The finger scanning window of FS80 Fingerprint Scanner is a crown glass with a thickness of 14mm. It is much more reliable and robust compared to any semiconductor type fingerprint sensor. The finger is illuminated by 4 infra-red LEDs during scanning and the light intensity is automatically adjusted according to scanning fingerprint's characteristics (wet, dry, blurred, etc) to optimize the quality of the captured fingerprint image.
Special electronic circuit is built into FS80 Fingerprint Scanner to do Live Finger Detection (LFD). With appropriate software in PC, user can select this LFD feature so that only live finger's fingerprint will be scanned into PC. Fake fingers made from silicone rubber, play-doh, etc, will be rejected by the FS80 Fingerprint Scanner. The LFD feature is included in all Futronic's standard software.
FS80 Fingerprint Scanner can capture an almost un-distorted raw fingerprint image into PC in 100ms and is good for any fingerprint recognition application.

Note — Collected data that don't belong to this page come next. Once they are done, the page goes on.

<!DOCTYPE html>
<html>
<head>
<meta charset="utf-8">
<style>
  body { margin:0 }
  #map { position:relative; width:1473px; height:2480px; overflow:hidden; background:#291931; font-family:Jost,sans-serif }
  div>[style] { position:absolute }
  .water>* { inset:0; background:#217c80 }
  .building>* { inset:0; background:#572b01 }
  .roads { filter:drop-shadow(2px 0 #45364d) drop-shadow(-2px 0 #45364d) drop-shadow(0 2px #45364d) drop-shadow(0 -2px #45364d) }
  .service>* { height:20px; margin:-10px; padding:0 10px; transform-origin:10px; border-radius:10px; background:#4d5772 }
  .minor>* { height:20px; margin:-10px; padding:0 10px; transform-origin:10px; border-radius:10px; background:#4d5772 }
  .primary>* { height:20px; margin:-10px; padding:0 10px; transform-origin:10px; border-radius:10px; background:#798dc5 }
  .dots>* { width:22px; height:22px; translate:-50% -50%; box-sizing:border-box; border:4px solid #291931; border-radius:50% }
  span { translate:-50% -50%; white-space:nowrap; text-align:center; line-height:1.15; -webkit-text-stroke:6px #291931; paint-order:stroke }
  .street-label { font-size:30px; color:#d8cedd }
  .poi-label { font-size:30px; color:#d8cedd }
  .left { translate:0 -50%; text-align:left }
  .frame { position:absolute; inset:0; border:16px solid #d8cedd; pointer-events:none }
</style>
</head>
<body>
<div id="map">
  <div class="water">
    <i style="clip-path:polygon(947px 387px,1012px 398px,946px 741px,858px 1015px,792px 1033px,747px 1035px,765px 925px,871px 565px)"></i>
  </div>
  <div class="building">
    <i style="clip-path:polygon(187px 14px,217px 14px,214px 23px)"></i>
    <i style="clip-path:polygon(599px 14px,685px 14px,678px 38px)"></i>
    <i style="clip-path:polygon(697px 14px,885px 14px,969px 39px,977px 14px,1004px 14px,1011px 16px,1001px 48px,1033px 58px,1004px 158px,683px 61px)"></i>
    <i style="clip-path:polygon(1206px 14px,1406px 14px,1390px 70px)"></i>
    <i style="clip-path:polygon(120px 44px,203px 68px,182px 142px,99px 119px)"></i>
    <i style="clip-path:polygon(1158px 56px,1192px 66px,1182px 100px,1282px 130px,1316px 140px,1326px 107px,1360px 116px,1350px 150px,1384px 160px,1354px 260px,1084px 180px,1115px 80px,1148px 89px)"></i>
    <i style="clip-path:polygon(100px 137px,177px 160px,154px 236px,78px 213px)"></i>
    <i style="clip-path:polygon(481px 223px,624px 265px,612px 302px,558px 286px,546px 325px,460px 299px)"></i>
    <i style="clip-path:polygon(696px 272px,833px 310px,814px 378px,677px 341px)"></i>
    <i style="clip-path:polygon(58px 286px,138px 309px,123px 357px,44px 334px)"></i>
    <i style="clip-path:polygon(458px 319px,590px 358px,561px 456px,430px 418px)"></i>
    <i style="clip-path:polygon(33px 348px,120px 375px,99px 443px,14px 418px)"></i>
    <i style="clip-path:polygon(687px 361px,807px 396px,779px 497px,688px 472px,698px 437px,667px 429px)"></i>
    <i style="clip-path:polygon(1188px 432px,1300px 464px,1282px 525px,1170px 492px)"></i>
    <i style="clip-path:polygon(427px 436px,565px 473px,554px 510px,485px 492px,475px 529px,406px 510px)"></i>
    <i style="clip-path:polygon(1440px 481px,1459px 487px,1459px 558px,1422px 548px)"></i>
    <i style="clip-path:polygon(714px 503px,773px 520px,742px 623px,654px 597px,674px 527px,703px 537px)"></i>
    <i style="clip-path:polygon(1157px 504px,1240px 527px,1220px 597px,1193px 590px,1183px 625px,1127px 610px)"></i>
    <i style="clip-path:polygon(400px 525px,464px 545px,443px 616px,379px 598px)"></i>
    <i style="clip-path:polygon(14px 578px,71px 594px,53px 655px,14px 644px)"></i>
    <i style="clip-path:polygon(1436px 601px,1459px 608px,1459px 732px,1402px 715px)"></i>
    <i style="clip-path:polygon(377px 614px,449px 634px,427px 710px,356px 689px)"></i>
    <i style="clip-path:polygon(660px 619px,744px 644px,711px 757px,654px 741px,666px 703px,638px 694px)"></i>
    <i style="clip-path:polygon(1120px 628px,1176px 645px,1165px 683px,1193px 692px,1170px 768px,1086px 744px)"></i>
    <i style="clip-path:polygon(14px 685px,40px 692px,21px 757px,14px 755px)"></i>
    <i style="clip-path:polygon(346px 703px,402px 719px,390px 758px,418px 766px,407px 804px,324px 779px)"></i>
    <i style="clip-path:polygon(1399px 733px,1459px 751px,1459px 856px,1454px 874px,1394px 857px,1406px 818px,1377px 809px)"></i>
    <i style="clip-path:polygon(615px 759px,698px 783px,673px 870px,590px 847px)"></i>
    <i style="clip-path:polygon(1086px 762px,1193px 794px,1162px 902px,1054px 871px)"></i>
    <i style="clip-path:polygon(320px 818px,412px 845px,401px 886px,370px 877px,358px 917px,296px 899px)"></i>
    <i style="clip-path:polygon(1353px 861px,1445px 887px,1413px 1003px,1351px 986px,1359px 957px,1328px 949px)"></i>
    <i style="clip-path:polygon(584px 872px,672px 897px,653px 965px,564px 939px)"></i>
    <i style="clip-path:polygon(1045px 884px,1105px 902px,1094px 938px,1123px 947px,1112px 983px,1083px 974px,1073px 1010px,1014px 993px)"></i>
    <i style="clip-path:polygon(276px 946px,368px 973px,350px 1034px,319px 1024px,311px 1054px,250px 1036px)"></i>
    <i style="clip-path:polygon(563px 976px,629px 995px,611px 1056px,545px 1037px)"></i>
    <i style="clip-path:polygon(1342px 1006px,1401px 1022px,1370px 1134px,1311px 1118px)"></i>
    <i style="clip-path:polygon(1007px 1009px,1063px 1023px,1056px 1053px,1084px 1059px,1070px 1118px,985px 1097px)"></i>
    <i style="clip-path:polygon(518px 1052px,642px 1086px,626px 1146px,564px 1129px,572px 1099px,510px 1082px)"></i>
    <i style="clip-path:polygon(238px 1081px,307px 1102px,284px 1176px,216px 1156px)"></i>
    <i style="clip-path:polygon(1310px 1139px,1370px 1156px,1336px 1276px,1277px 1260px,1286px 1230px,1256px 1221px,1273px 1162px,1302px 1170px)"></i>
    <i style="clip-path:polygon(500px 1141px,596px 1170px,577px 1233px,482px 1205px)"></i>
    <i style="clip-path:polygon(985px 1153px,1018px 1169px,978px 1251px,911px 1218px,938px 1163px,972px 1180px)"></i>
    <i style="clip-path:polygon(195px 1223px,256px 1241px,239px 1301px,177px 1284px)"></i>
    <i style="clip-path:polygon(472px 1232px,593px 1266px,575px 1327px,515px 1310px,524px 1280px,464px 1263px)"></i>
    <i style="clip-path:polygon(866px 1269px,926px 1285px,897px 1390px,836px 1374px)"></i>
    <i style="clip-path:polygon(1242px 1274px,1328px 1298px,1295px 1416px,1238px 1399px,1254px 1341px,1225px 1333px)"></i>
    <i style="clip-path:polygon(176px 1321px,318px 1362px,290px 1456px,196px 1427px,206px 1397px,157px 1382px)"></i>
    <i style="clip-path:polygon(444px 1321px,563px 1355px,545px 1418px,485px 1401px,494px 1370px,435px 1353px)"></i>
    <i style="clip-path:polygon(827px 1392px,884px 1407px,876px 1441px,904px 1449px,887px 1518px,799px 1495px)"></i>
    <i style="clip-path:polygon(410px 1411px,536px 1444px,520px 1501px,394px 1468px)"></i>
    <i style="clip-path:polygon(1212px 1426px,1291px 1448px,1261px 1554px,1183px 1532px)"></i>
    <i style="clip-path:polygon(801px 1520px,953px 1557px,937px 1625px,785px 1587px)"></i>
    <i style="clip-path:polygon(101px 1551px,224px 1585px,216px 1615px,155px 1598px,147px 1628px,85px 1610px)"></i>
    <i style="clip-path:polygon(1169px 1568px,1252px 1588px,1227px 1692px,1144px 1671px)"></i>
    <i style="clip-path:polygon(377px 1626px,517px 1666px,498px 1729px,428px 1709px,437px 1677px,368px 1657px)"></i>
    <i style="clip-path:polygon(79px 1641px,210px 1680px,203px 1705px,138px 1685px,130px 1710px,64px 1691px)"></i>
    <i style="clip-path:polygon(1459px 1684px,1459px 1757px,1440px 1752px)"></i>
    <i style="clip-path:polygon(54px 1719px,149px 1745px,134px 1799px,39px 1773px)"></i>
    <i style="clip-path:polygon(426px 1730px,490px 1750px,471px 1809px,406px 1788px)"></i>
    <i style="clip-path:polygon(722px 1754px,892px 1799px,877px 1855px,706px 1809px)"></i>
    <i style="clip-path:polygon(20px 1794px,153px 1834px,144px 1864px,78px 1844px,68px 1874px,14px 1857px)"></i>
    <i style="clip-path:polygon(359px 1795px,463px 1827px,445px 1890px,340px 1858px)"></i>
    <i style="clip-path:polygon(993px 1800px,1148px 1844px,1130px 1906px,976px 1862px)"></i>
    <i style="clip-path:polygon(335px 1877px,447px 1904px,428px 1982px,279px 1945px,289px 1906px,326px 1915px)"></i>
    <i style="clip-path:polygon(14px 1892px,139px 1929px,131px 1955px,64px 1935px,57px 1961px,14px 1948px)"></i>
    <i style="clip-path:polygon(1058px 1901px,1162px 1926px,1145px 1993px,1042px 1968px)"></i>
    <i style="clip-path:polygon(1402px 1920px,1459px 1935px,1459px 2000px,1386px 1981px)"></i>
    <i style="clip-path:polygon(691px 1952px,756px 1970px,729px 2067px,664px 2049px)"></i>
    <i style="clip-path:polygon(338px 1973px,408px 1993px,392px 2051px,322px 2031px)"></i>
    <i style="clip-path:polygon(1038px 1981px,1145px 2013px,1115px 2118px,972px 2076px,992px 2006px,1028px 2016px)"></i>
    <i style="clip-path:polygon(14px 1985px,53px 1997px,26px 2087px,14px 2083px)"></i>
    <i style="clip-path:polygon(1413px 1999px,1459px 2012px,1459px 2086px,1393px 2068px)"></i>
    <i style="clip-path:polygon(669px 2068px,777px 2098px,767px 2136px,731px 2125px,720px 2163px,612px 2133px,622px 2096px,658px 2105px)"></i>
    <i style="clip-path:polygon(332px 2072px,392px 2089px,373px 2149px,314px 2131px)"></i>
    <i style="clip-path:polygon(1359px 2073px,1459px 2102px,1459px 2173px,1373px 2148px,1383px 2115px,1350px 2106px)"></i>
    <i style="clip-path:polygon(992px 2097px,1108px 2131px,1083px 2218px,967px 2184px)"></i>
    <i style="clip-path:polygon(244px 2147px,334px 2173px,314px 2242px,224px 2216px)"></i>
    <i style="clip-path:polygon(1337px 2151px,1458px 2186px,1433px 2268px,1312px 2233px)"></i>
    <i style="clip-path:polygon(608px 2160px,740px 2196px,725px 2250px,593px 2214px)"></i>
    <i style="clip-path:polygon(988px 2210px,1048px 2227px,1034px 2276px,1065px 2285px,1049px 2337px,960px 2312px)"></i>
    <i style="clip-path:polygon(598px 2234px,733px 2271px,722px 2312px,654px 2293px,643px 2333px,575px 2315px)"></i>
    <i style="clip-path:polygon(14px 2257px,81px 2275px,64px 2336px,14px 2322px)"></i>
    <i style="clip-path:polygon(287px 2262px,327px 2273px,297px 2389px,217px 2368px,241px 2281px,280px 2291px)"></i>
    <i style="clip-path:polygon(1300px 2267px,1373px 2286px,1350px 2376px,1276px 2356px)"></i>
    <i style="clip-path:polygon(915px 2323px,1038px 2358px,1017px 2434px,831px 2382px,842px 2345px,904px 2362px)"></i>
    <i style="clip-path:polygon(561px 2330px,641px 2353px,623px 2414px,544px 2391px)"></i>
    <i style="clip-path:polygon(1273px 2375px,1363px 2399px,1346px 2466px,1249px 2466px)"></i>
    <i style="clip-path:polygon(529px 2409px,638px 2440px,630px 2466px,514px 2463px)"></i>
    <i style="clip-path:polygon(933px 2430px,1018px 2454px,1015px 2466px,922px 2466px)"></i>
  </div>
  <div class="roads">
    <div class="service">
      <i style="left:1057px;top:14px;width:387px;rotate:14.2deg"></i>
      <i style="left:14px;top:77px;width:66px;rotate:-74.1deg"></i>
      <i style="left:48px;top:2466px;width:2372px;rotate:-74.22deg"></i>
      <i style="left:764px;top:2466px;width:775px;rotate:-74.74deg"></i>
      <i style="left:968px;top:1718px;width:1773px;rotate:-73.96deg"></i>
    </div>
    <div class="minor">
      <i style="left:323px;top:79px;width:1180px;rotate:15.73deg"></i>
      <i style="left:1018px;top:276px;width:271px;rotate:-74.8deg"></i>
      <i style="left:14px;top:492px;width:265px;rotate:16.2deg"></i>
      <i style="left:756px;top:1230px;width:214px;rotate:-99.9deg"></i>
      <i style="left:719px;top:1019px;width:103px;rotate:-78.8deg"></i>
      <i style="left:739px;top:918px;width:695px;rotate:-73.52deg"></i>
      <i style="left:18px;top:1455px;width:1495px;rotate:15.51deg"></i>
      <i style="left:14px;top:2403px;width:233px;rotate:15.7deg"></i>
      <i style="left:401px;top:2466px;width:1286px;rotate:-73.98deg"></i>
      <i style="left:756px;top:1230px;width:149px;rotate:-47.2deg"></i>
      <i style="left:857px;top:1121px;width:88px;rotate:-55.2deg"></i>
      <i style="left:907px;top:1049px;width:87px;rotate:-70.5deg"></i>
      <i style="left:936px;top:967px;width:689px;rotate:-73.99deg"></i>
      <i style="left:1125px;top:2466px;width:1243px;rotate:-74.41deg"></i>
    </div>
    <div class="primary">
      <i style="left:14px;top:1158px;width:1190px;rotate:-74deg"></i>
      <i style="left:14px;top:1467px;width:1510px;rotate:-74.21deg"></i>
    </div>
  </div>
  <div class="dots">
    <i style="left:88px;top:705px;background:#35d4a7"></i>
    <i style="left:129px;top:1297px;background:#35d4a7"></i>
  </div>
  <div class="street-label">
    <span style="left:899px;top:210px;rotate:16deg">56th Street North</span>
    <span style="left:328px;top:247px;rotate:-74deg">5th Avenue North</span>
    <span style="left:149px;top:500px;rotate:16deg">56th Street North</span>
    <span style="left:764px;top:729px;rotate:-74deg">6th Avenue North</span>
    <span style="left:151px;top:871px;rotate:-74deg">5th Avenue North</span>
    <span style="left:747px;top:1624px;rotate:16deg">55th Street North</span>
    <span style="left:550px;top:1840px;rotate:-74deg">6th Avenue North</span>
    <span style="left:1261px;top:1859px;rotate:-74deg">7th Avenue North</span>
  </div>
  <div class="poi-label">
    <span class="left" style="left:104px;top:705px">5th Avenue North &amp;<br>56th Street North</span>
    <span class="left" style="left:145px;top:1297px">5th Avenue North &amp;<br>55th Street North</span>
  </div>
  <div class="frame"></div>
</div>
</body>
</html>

Specification of FS80 Fingerprint Scanner
Type
Optical Scanner
Interface
USB 2.0, with a 2M standard USB cable
Size of the scanning window
16x24mm
Image resolution
480x320 pixel, 500 DPI
Raw fingerprint image file size
150K byte
Size of the scanner
45x63x26 mm
Weight
120 gram
Operating temperature
-10 to +55 Degree Celsius
Serial Communication
For serial communication we use "Null modem".
Null modem
Null modem is a communication method to connect two DTEs (computer, terminal, printer etc.) directly using a RS-232 serial cable. The RS-232 standard is asymmetrical as to the definitions of the two ends of the communications link so it assumes that one end is a DTE and the other is a DCE e.g. a modem. With a null modem connection, the transmit and receive lines are cross linked. Depending on the purpose, sometimes also one or more handshake lines are cross linked. Several wiring layouts are in use because the null modem connection is not covered by a standard.
Computer Interface
We will interface a computer with microcontroller by wired or wireless media for creating a database which will be updated automatically as soon as new thumb image is received. In addition to this it will help us in identification and verification of the fingerprint images obtained.
Hardware Schematic
While interfacing we connected Port 2 of Microcontroller with 16 x 2 LCD, Port 1 with 3 x 4 Keypad. Schematic is given below:
Objectives
Developing a user interface.
Appling different algorithm of fingerprint verification/identification in Matlab.
Developing a Database for keeping the entire record.
Maintenance and update of Database at Server End.
Objectives completed
Interfaced LCD and Keypad with 8051.
De-noise an image in Matlab using wavelets
Applied Pattern Recognition through distance in Matlab.
Objectives to be completed
Interface finger print scanner and Matlab through visual basic.
Developing a Database for keeping the entire record.
Maintenance and update of Database at Server End.
Applying different algorithm for Fingerprint identification in Matlab.
Meeting and submissions
We have done 5 meeting with our supervisor first two meetings were based on finger prints and hardware interface and last three meetings were about de-noising of image and we submit monthly report to our supervisor.